Plato had made constant revolutions the dynamic of man’s life in society, and so does Hegel. Synthesis appears only after a crisis—another word Hegel made famous—and history on Hegel’s terms is a series of crises. Indeed, “periods of happiness in history” are, in Hegel’s words, “empty pages.” They contribute nothing to mankind’s advance. During peacetime, he wrote, “civil life becomes more extended, every sphere is hedged in … and at last all men stagnate.” Men are better off, Hegel decided, when they are forced to face danger and uncertainty, forced to rise to the occasion. “Let insecurity finally come in the form of Hussars with glistening sabers, and show its earnest activity!”18
It may be easy to be philosophical about bloodshed, war, and death from behind a desk or in front of a blackboard. Still, the legend is that Hegel wrote The Phenomenology of Mind to the sound of gunfire from Napoleon’s victory at Jena, where Hegel was a professor. Hegel welcomed the advent of Napoleon—“this great soul, this extraordinary man”—as signaling the next great stage in history, the emergence of a World State, even though it meant the end of thousands of lives and the defeat of his own country, Prussia.§
Hegel never lived to see the events of 1848, but Marx did. They shattered whatever remaining doubts he still had that Hegel’s nation-state was “the Spirit of the People.” Instead, he would strip Hegel’s Platonizing vision of history to its bare steel skeleton and recast
it as the specter of global apocalypse.
On August 24, 1849, Karl Marx arrived in London after being expelled from Prussia for his activities in the revolution the previous year. He was thirty-one years old. Except for a couple of brief visits to the Continent, England would be his home and refuge for the rest of his life.
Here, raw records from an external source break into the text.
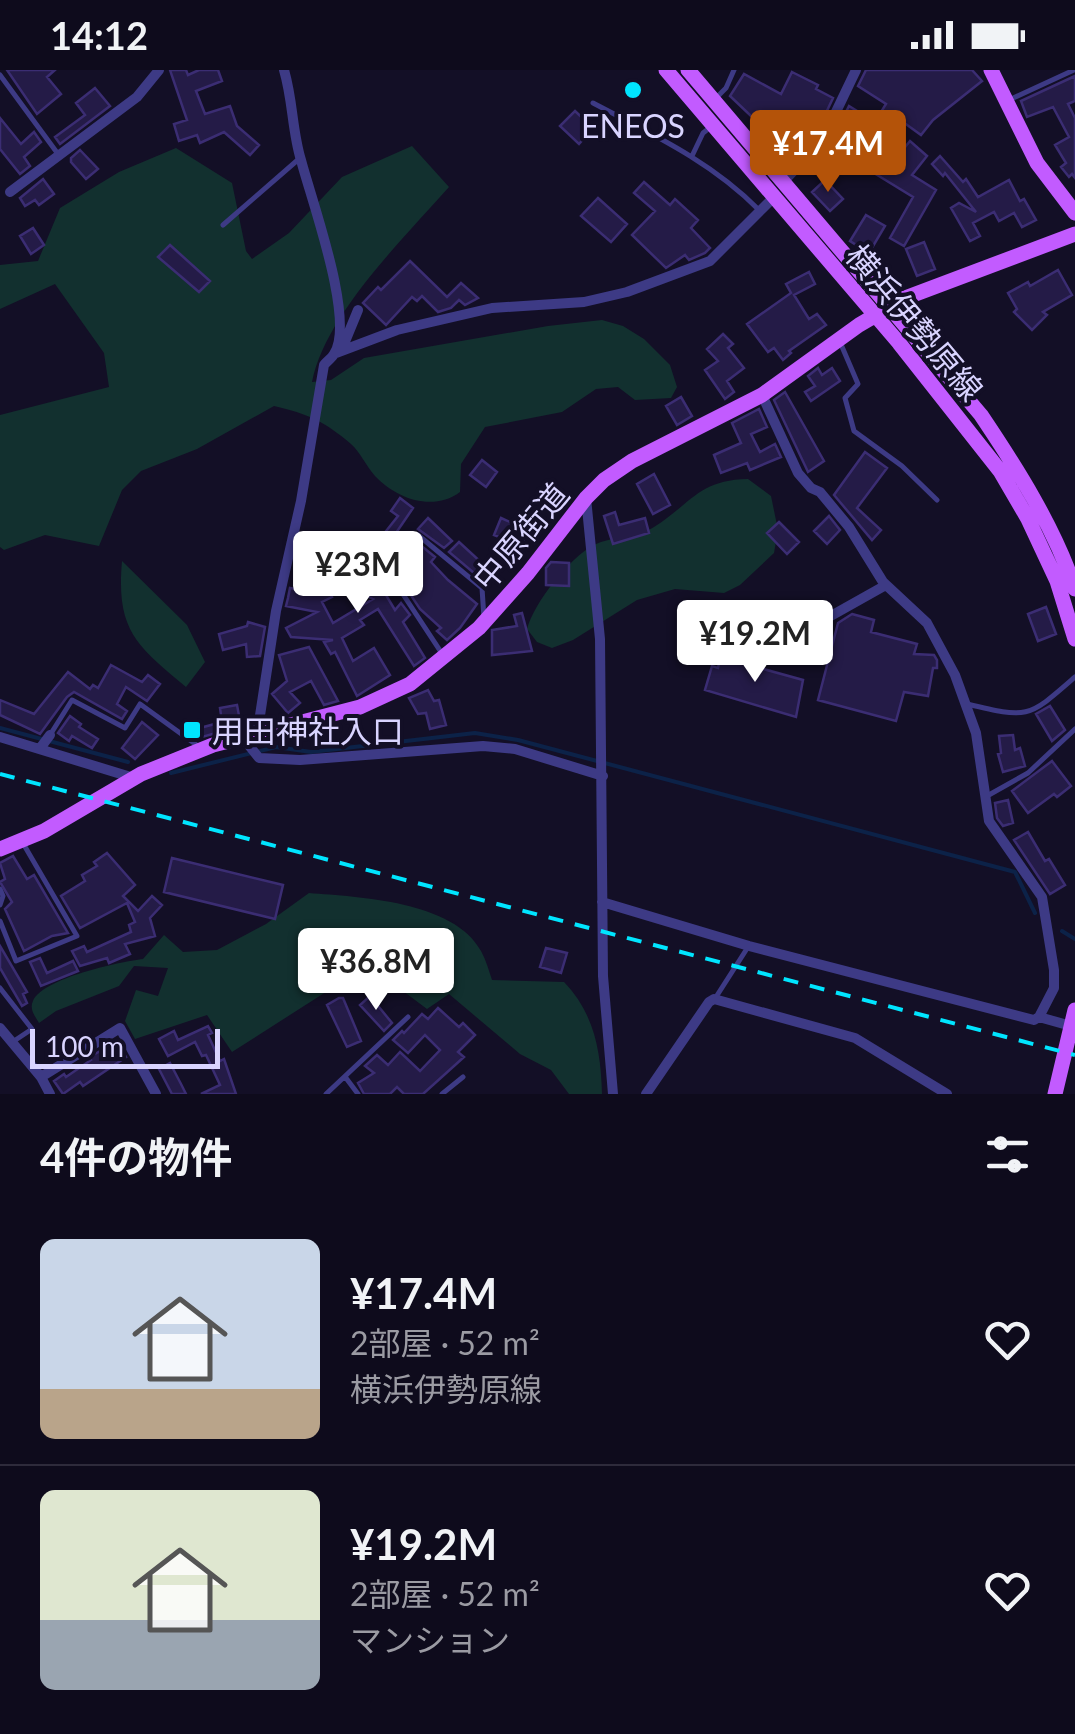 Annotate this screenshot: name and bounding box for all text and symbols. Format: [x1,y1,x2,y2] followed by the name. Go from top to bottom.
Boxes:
[50,12,148,58] text: 14:12
[622,79,644,101] marker: ENEOS
[581,106,685,145] place label: ENEOS
[747,110,909,195] pin: ¥17.4M
[772,123,884,162] text: ¥17.4M
[838,236,992,408] street label: 横浜伊勢原線
[464,474,576,598] street label: 中原街道
[299,531,417,616] pin: ¥23M
[315,544,401,583] text: ¥23M
[674,600,836,685] pin: ¥19.2M
[699,613,811,652] text: ¥19.2M
[212,711,404,750] place label: 用田神社入口
[181,719,203,741] marker: 用田神社入口
[295,928,457,1013] pin: ¥36.8M
[320,941,432,980] text: ¥36.8M
[30,1024,220,1068] scale bar
[45,1029,124,1063] text: 100 m
[980,1127,1035,1182] icon: filters
[40,1132,232,1182] text: 4件の物件
[350,1268,497,1318] text: ¥17.4M
[120,1279,240,1399] icon: home
[980,1312,1035,1367] icon: heart
[350,1323,540,1362] text: 2部屋 · 52 m²
[350,1369,542,1408] text: 横浜伊勢原線
[350,1519,497,1569] text: ¥19.2M
[120,1530,240,1650] icon: home
[980,1563,1035,1618] icon: heart
[350,1574,540,1613] text: 2部屋 · 52 m²
[350,1620,510,1659] text: マンション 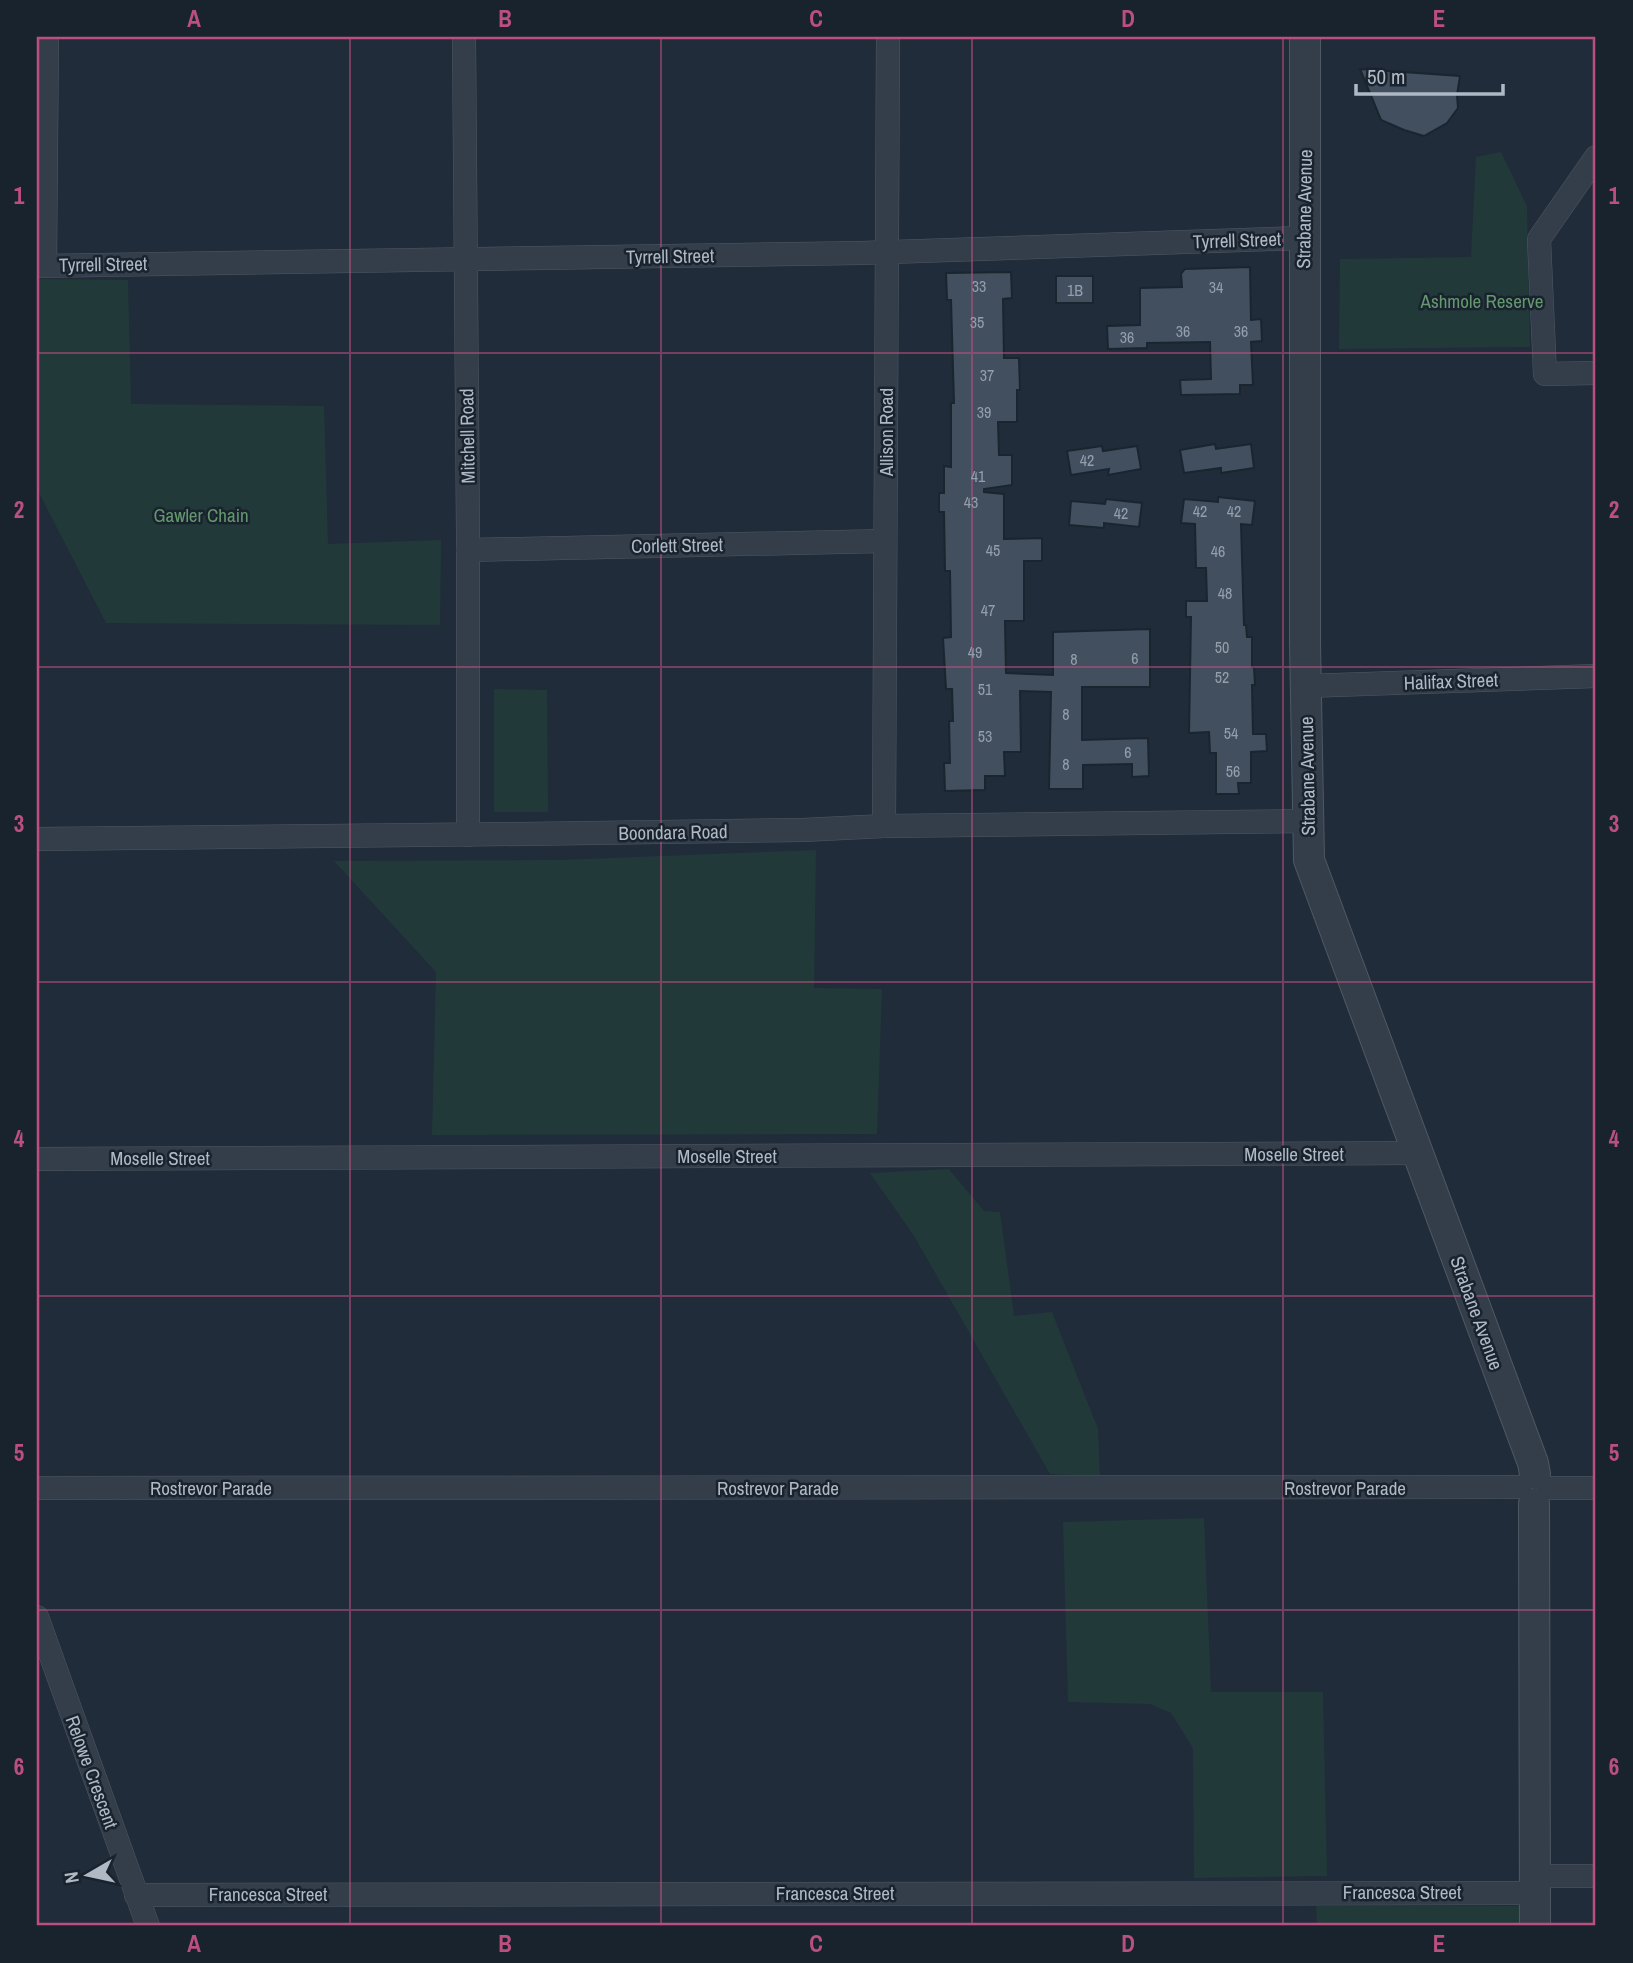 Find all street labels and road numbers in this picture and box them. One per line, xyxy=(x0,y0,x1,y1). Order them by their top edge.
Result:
street label: Strabane Avenue xyxy=(1290,149,1318,269)
street label: Tyrrell Street xyxy=(1192,225,1282,255)
street label: Tyrrell Street xyxy=(626,242,715,270)
street label: Tyrrell Street xyxy=(59,250,148,278)
street label: Mitchell Road xyxy=(453,388,481,484)
street label: Allison Road xyxy=(873,388,899,477)
street label: Corlett Street xyxy=(631,531,724,559)
street label: Halifax Street xyxy=(1403,666,1499,696)
street label: Strabane Avenue xyxy=(1293,716,1321,836)
street label: Boondara Road xyxy=(618,818,728,846)
street label: Moselle Street xyxy=(1244,1141,1344,1167)
street label: Moselle Street xyxy=(677,1143,777,1169)
street label: Moselle Street xyxy=(110,1145,210,1171)
street label: Strabane Avenue xyxy=(1444,1253,1510,1373)
street label: Rostrevor Parade xyxy=(150,1475,272,1501)
street label: Rostrevor Parade xyxy=(717,1475,839,1501)
street label: Rostrevor Parade xyxy=(1284,1475,1406,1501)
street label: Relowe Crescent xyxy=(59,1712,125,1833)
street label: Francesca Street xyxy=(1343,1879,1462,1905)
street label: Francesca Street xyxy=(776,1880,895,1906)
street label: Francesca Street xyxy=(209,1881,328,1907)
For thirty-four years, he marched down almost daily to the British Museum to conduct research and gather material for his socialist writings. The weightiest, On Capital, or Das Kapital, remained unfinished at his death. During those thirty-four years, he never bothered to ask why in England, the land of Locke, Burke, and Adam Smith, he was left alone to work, while in Germany and on the Continent he was always subject to the threat of arrest. Instead, his entire focus was on how to “annihilate” (one of his favorite words) societies like Britain and how to use Hegel to do it.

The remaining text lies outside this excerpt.